_MATERIAL PROVIDED_
_ _ _ _

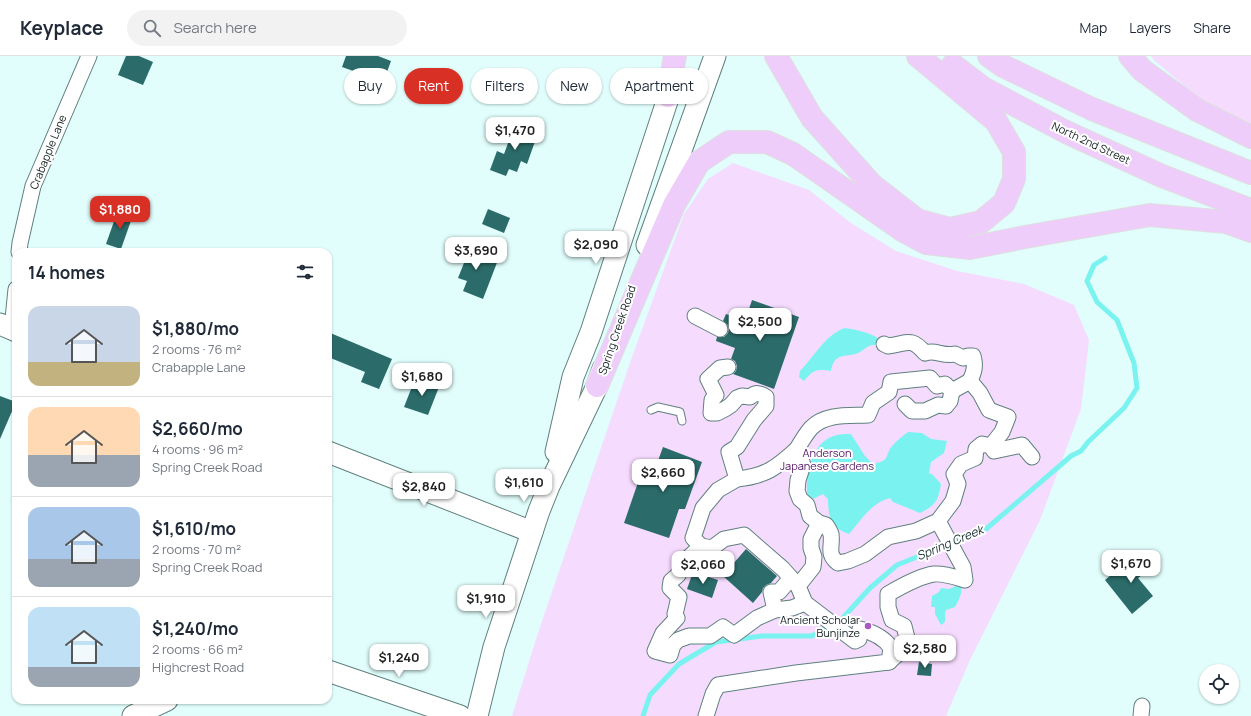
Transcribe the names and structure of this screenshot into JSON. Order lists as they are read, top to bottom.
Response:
{
  "streets": {
    "main road": ["North 2nd Street", "Spring Creek Road"],
    "street": ["Crabapple Lane"]
  },
  "water": ["Spring Creek"],
  "parks": ["Anderson Japanese Gardens"],
  "places": ["Ancient Scholar Bunjinze"],
  "page": {
    "header": "Keyplace",
    "search": "Search here",
    "nav": ["Map", "Layers", "Share"],
    "chip": [
      "Buy",
      "Rent",
      "Filters",
      "New",
      "Apartment"
    ],
    "price": [
      "$1,470",
      "$1,880",
      "$2,090",
      "$3,690",
      "$2,500",
      "$1,680",
      "$2,660",
      "$1,610",
      "$2,840",
      "$1,670",
      "$2,060",
      "$1,910",
      "$2,580",
      "$1,240"
    ],
    "heading": "14 homes",
    "list": [
      {
        "name": "$1,880/mo",
        "note": "2 rooms · 76 m² · Crabapple Lane"
      },
      {
        "name": "$2,660/mo",
        "note": "4 rooms · 96 m² · Spring Creek Road"
      },
      {
        "name": "$1,610/mo",
        "note": "2 rooms · 70 m² · Spring Creek Road"
      },
      {
        "name": "$1,240/mo",
        "note": "2 rooms · 66 m² · Highcrest Road"
      }
    ]
  }
}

_ _ _ _

_EXERCISE PROMPT_
Whenever a line of the records holds the string "Lane", pick it out and copy it.

_WRITTEN RESPONSE_
    "street": ["Crabapple Lane"]
        "note": "2 rooms · 76 m² · Crabapple Lane"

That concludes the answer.